Maybe it’s the extreme summer heat combined with American anxiety over the economic recession and the congressional stalemate in dealing with it, but everyone seems fatigued. During a recent seven-day period, I counted 22 people who said things such as “I’m tired,” “I’m weary” or “I’m stressed out.” The age range of these people was 18 to 82 years.
How do we learn to re-energize ourselves? One of the first steps is to be sure fatigue is not the result of illness, so we need regular physical checkups. In addition, we need plenty of rest and must give up the favorite American activity of burning the candle at both ends.
Beyond that, there are simple steps to increase our energy. First, as strange as it may seem, exercise counteracts fatigue. The last thing I want to do when I’m weary is physical exercise. Yet, a brisk walk or 30 minutes in the pool can make me feel like a new person. Also, remember that tired thoughts result in tired bodies. Negative, unhappy, gloomy thoughts cause vitality to disappear. When St. Paul told us to think about things that are true, honest, pure, lovely and of good report (Philippians 4:8), he gave us a formula for vitality.
Third, have a purpose, a mission, a dream. Do you remember, as a child, how excited you were on the night before you left for vacation? You could hardly sleep and awakened early to bounce out of bed.
Fourth, being disorganized can overwhelm us and keep us tired. When we feel in control of a situation, we feel strong and energy surges forth. Don’t procrastinate. Dreading something takes more energy than doing it.

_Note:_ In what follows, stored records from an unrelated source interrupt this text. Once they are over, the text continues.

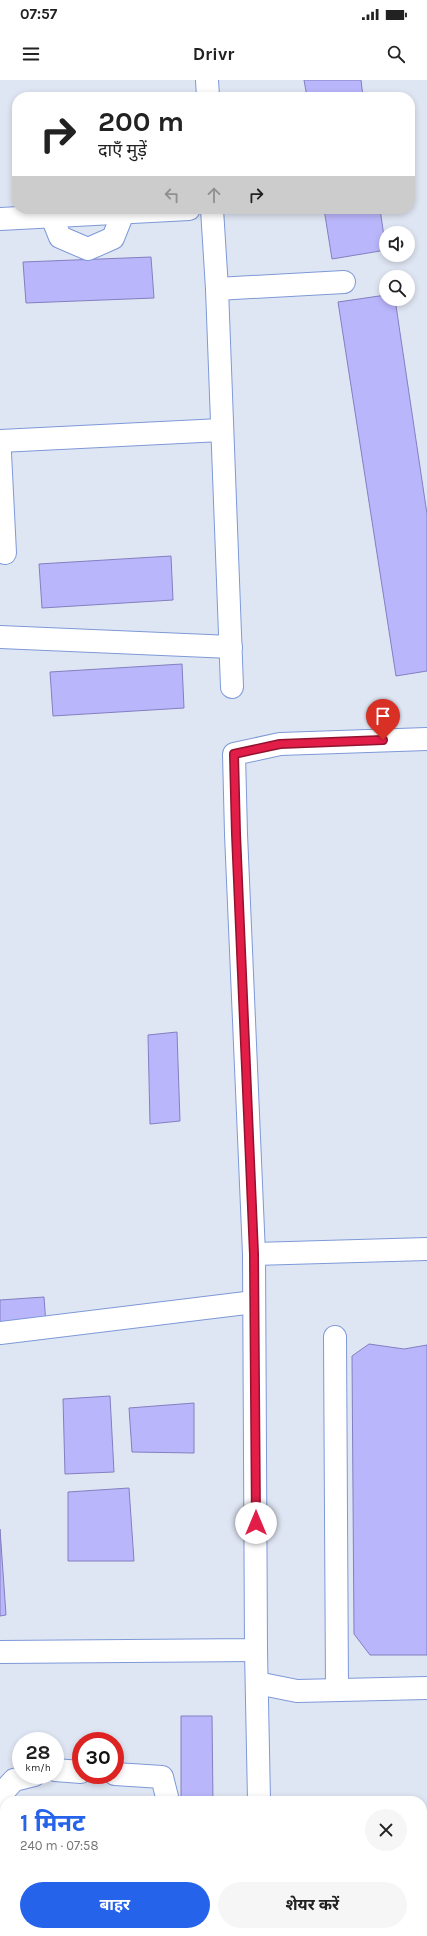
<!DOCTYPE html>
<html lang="hi">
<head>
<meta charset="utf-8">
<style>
	:root { --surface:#fff; --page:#f6f6f6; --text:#222; --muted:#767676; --accent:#2563eb }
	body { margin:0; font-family:Karla,"Noto Sans Devanagari",sans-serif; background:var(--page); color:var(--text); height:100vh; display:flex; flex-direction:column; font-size:15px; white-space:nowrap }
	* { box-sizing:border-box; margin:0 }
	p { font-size:13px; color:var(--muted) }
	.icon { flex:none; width:22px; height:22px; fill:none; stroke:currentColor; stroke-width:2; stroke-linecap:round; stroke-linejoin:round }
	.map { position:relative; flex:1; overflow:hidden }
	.details { position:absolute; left:0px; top:1716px; width:427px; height:140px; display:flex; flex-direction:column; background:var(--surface); border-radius:16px 16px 0 0; box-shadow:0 2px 6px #0003 }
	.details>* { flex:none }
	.top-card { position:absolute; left:12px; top:12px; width:403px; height:122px; border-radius:16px; box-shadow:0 2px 6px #0003; background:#fff; color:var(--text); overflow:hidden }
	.fabs { position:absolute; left:379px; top:146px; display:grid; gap:8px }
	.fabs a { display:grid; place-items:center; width:36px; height:36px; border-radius:50%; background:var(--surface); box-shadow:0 2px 6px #0003; font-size:20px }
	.speed { position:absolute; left:12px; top:1652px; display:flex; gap:8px; font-size:20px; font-weight:700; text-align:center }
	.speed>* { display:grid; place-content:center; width:52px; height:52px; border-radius:50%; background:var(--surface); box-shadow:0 2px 6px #0003; line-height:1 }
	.speed small { font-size:10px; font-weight:400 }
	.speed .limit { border:6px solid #d22; background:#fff; color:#111 }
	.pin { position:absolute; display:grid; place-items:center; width:34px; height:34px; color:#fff; margin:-41px -17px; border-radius:50% 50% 50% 0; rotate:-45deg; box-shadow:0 0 4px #0007 }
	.pin .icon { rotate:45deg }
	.me { position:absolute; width:44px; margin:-22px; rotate:0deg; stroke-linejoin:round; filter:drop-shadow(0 0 3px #0008) }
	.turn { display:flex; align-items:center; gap:14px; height:84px; padding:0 20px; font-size:18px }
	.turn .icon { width:52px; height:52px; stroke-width:2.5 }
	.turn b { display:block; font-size:28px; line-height:34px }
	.lanes { display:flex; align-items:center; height:38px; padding:0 20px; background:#0003; justify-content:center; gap:20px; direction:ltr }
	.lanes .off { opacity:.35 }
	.round { display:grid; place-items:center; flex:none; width:42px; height:42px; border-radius:21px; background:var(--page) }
	.summary { display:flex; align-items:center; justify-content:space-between; height:68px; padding:0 20px }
	h1 { font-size:24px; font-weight:700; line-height:30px; color:var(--accent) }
	.primary-button { display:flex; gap:8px; margin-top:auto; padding:8px 20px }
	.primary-button a { flex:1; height:46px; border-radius:24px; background:var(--accent); color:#fff; font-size:16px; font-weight:700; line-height:46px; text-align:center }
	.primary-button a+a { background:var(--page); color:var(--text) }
	.status { display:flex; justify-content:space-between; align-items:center; height:28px; padding:0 20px; background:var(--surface); direction:ltr }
	.status svg { height:11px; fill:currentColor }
	header { display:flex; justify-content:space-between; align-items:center; height:52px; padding:0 20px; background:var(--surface); font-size:18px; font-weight:700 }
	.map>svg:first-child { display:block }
	.building { fill:#bab6fb; stroke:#847fc1 }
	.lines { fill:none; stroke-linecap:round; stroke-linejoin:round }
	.minor-casing { stroke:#7e99d8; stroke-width:24 }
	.minor { stroke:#fff; stroke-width:22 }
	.route-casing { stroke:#92132f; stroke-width:10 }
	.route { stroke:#e11d48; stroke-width:7 }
</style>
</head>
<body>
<div class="status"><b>07:57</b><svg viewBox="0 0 49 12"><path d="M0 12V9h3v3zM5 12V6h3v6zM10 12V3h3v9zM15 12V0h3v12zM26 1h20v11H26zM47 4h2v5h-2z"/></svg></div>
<header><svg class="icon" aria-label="menu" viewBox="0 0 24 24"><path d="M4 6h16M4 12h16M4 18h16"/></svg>Drivr<svg class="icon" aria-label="search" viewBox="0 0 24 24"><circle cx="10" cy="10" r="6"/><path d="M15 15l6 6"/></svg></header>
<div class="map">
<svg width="427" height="1856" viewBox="0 0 427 1856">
	<rect width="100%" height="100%" fill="#dfe6f3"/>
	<g class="building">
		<polygon points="304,0 361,0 363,17 307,17"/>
		<polygon points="15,55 17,55 17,86"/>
		<polygon points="324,129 380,129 386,170 332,179"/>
		<polygon points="151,177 154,218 26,223 23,182"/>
		<polygon points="386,215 386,219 395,219 427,434 427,591 396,596 338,222"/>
		<polygon points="171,476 173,520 42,528 39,484"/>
		<polygon points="182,584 184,628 53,636 50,592"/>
		<polygon points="177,952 180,1041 150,1044 148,955"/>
		<polygon points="44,1217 46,1245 0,1246 0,1220"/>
		<polygon points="369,1264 404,1269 427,1265 427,1575 370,1575 354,1554 352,1276"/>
		<polygon points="110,1316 114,1392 65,1394 63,1319"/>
		<polygon points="194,1323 194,1373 132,1372 129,1328"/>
		<polygon points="129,1408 134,1481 68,1481 68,1412"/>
		<polygon points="0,1449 6,1535 0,1536"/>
		<polygon points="181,1636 212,1636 213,1721 181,1721"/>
		<rect x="23" y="1851" width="136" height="5"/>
	</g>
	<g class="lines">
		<defs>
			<g id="minor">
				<polyline points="207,0 208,17"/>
				<polyline points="56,129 52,137 60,157 88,169 113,158 123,133 120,129"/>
				<polyline points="212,129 217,209 232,607"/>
				<polyline points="0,139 189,129"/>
				<polyline points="217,209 344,202"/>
				<polyline points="0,361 221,350"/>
				<polyline points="0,373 5,473"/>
				<polyline points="0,557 231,567"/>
				<polyline points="254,1174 236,754 234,674 280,664 427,659"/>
				<polyline points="0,1253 254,1222"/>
				<polyline points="335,1257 337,1610"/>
				<polyline points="256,1570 259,1721"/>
				<polyline points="0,1572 256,1570 254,1174 427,1169"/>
				<polyline points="257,1603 297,1611 427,1608"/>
				<polyline points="55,1690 81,1692"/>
				<polyline points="115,1694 162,1697 168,1721"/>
				<polyline points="0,1761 4,1711 14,1700 34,1695"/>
				<polyline points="422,1788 427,1790"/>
				<polyline points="181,1851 181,1856"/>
				<polyline points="262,1851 262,1856"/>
				<polyline points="323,1851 323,1856"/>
				<polyline points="376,1851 376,1856"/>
			</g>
		</defs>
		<use href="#minor" class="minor-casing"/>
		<use href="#minor" class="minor"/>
	</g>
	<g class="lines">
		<defs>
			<polyline id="route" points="256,1443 254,1174 236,754 234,674 280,664 383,660"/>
		</defs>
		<use href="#route" class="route-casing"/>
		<use href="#route" class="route"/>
	</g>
</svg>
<div class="fabs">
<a><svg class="icon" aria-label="sound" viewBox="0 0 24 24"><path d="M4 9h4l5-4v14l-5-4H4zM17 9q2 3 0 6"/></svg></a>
<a><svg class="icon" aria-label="search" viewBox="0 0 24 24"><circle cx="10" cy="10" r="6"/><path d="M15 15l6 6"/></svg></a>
</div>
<div class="speed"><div>28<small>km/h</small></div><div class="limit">30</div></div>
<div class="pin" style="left:383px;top:660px;background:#d93025"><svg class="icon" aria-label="arrive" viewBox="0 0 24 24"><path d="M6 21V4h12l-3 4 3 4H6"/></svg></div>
<svg class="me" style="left:256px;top:1443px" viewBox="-20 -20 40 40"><circle r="19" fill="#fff"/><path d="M0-13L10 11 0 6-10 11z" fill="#e11d48"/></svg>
<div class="top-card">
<div class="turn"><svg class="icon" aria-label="right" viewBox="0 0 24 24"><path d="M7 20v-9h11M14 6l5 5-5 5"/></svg><div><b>200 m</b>दाएँ मुड़ें</div></div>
<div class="lanes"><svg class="icon off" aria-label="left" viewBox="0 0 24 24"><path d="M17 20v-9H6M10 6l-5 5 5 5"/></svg><svg class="icon off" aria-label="ahead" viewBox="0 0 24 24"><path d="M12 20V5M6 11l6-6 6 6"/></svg><svg class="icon" aria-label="right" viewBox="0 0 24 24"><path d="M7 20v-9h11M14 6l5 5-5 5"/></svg></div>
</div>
<section class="details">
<div class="summary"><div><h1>1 मिनट</h1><p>240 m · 07:58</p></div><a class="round"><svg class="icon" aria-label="close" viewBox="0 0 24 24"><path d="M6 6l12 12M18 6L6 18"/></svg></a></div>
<div class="primary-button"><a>बाहर</a><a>शेयर करें</a></div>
</section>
</div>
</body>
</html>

Fifth, stay close to energetic people. When we are with complaining, negative people, we find energy draining out of us. Once when I was in the hospital, a negative worrier came to visit. Though I appreciated her driving across town to visit me, it took hours to regain my strength after her energy-draining conversation. On the other hand, positive, enthusiastic, faith-filled people motivate and energize us.
Finally, set aside regular periods to regenerate the energy supply. We can do this through corporate worship and daily times of quiet, Bible reading and prayer. Isaiah 30:15 tells us, “In quietness and confidence shall be your strength.”
Researchers from Duke University Medical Center reported in the book “Aging and God” that faith not only re-energizes us but also helps us to live longer and better. They discovered that people of faith who attend church frequently have lower blood pressure and fewer strokes, lower rates of depression, anxiety and alcoholism, higher life satisfaction, and they adapt better to the rigors of illness and disabilities.
Gen. Douglas MacArthur once gave his secret to the Fountain of Youth: “In every heart is a central recording chamber. As long as it records hope, courage and faith, you will be young. Messages of pessimism and cynicism will make you old.” Learn to re-energize yourself.